Task goal =
The entries below are to be repeated exactly, and their pictures left out.
##############################
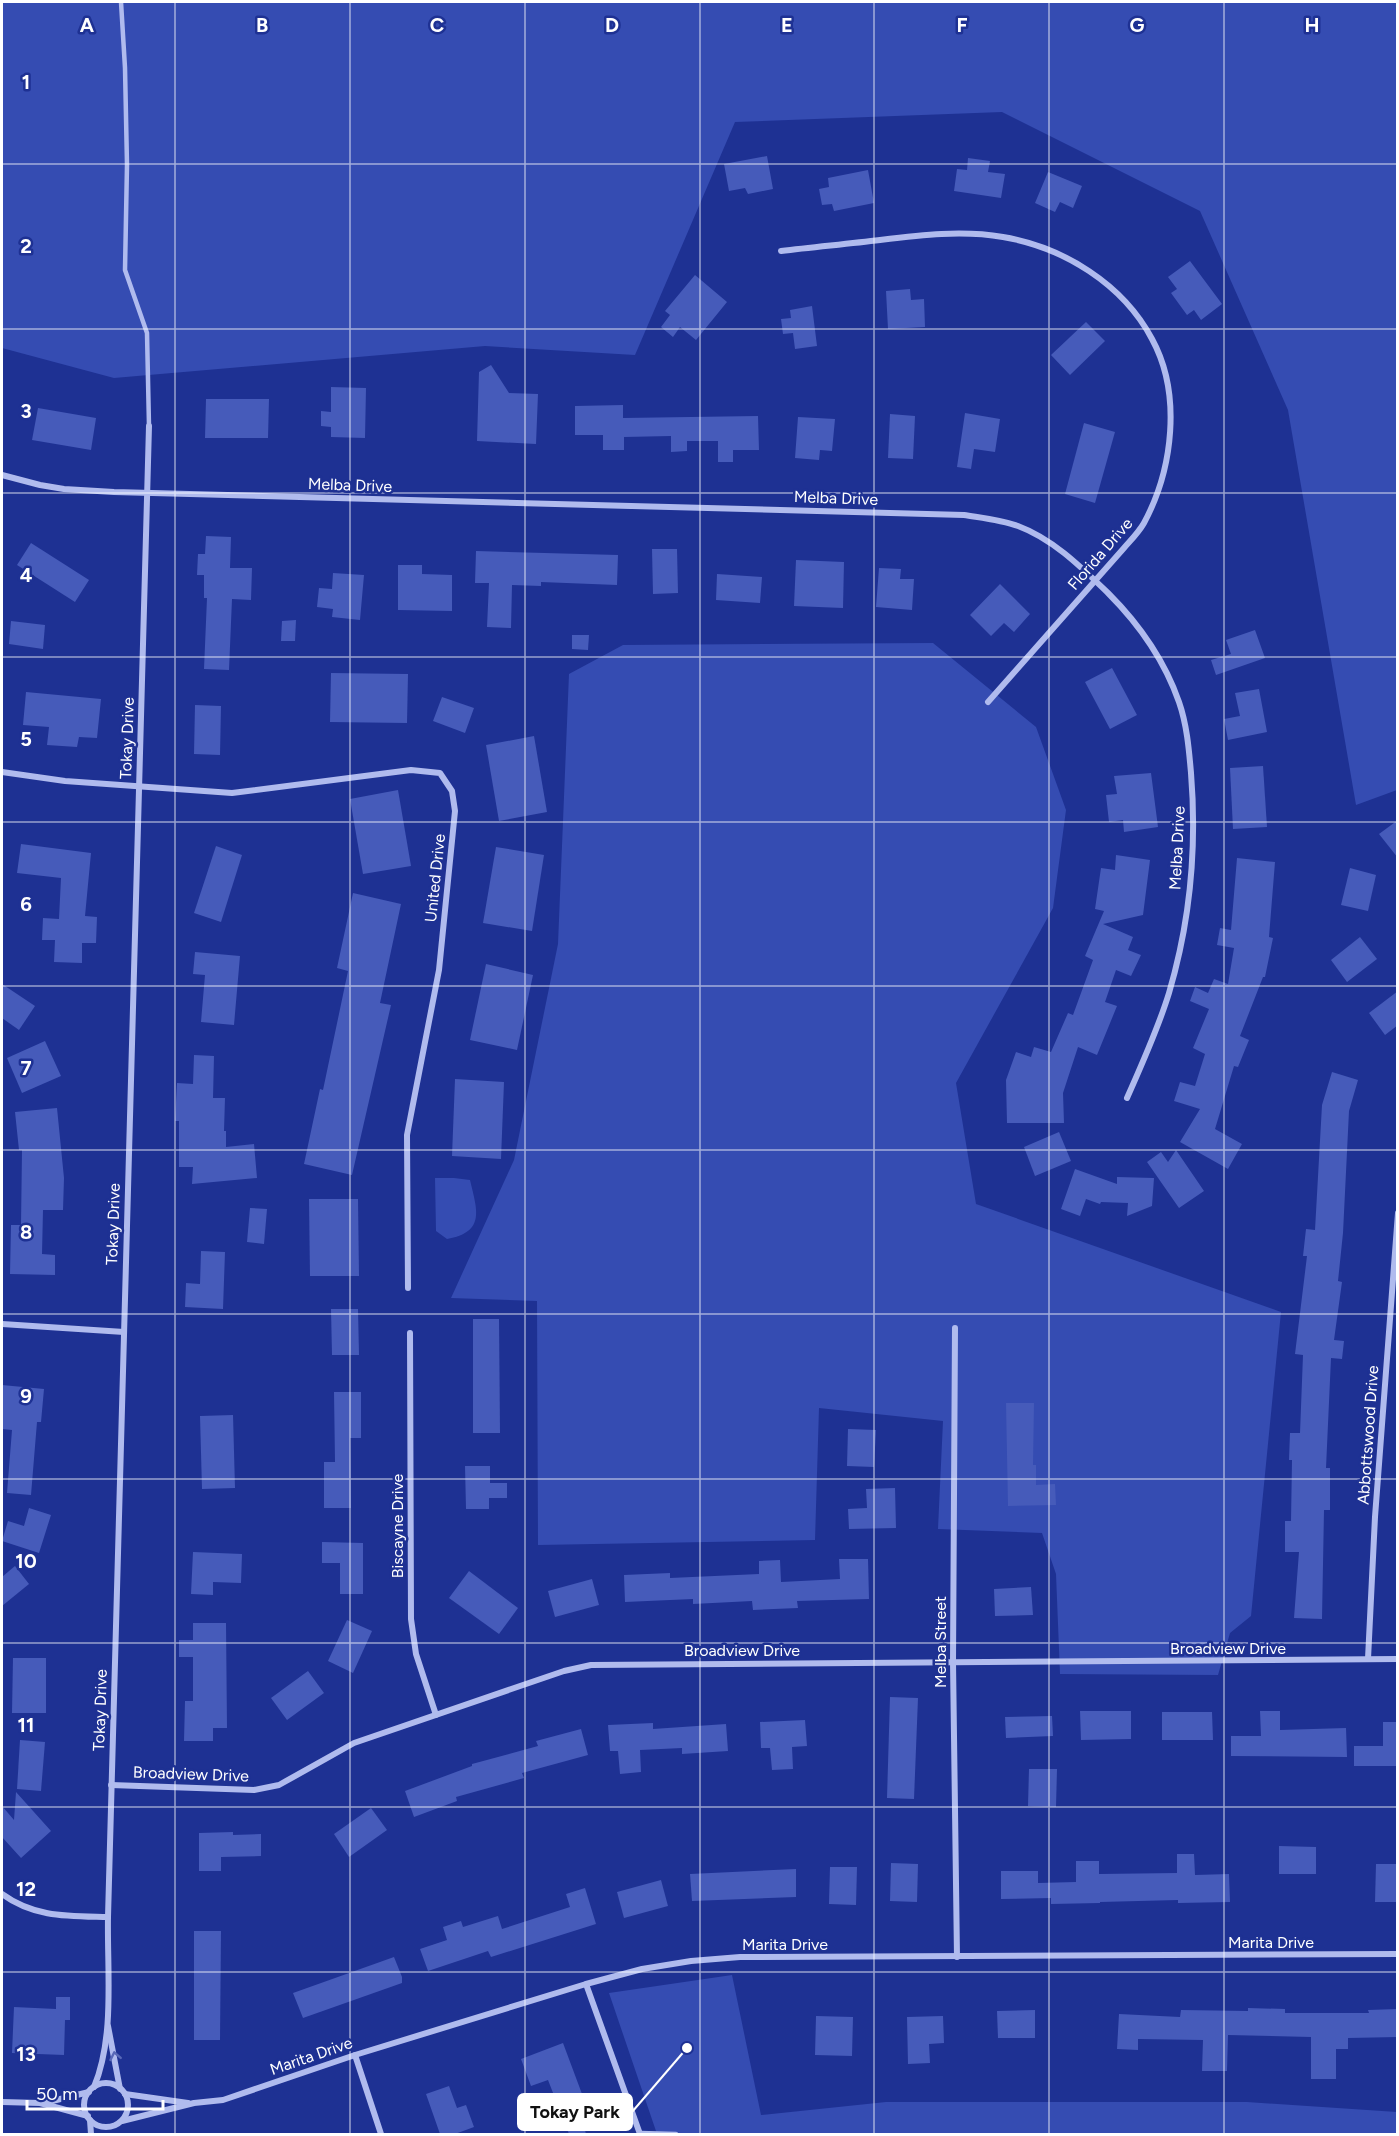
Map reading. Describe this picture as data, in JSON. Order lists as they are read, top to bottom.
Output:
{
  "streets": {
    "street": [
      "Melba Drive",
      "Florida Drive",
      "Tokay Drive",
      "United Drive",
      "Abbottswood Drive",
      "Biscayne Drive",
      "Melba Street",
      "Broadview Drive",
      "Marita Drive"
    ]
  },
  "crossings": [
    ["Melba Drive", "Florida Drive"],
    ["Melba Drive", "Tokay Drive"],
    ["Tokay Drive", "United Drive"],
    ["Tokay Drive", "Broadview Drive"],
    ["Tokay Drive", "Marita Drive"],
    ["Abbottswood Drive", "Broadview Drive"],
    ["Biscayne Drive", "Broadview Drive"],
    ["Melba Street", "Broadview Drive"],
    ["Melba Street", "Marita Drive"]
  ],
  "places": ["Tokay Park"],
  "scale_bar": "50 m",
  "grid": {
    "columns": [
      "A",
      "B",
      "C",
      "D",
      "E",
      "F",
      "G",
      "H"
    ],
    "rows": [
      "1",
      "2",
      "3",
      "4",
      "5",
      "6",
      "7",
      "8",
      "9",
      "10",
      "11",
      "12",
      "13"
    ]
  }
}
##############################
Result of this exercise =
Map reading. Describe this picture as data, in JSON. Order lists as they are read, top to bottom.
Output:
{
  "streets": {
    "street": [
      "Melba Drive",
      "Florida Drive",
      "Tokay Drive",
      "United Drive",
      "Abbottswood Drive",
      "Biscayne Drive",
      "Melba Street",
      "Broadview Drive",
      "Marita Drive"
    ]
  },
  "crossings": [
    ["Melba Drive", "Florida Drive"],
    ["Melba Drive", "Tokay Drive"],
    ["Tokay Drive", "United Drive"],
    ["Tokay Drive", "Broadview Drive"],
    ["Tokay Drive", "Marita Drive"],
    ["Abbottswood Drive", "Broadview Drive"],
    ["Biscayne Drive", "Broadview Drive"],
    ["Melba Street", "Broadview Drive"],
    ["Melba Street", "Marita Drive"]
  ],
  "places": ["Tokay Park"],
  "scale_bar": "50 m",
  "grid": {
    "columns": [
      "A",
      "B",
      "C",
      "D",
      "E",
      "F",
      "G",
      "H"
    ],
    "rows": [
      "1",
      "2",
      "3",
      "4",
      "5",
      "6",
      "7",
      "8",
      "9",
      "10",
      "11",
      "12",
      "13"
    ]
  }
}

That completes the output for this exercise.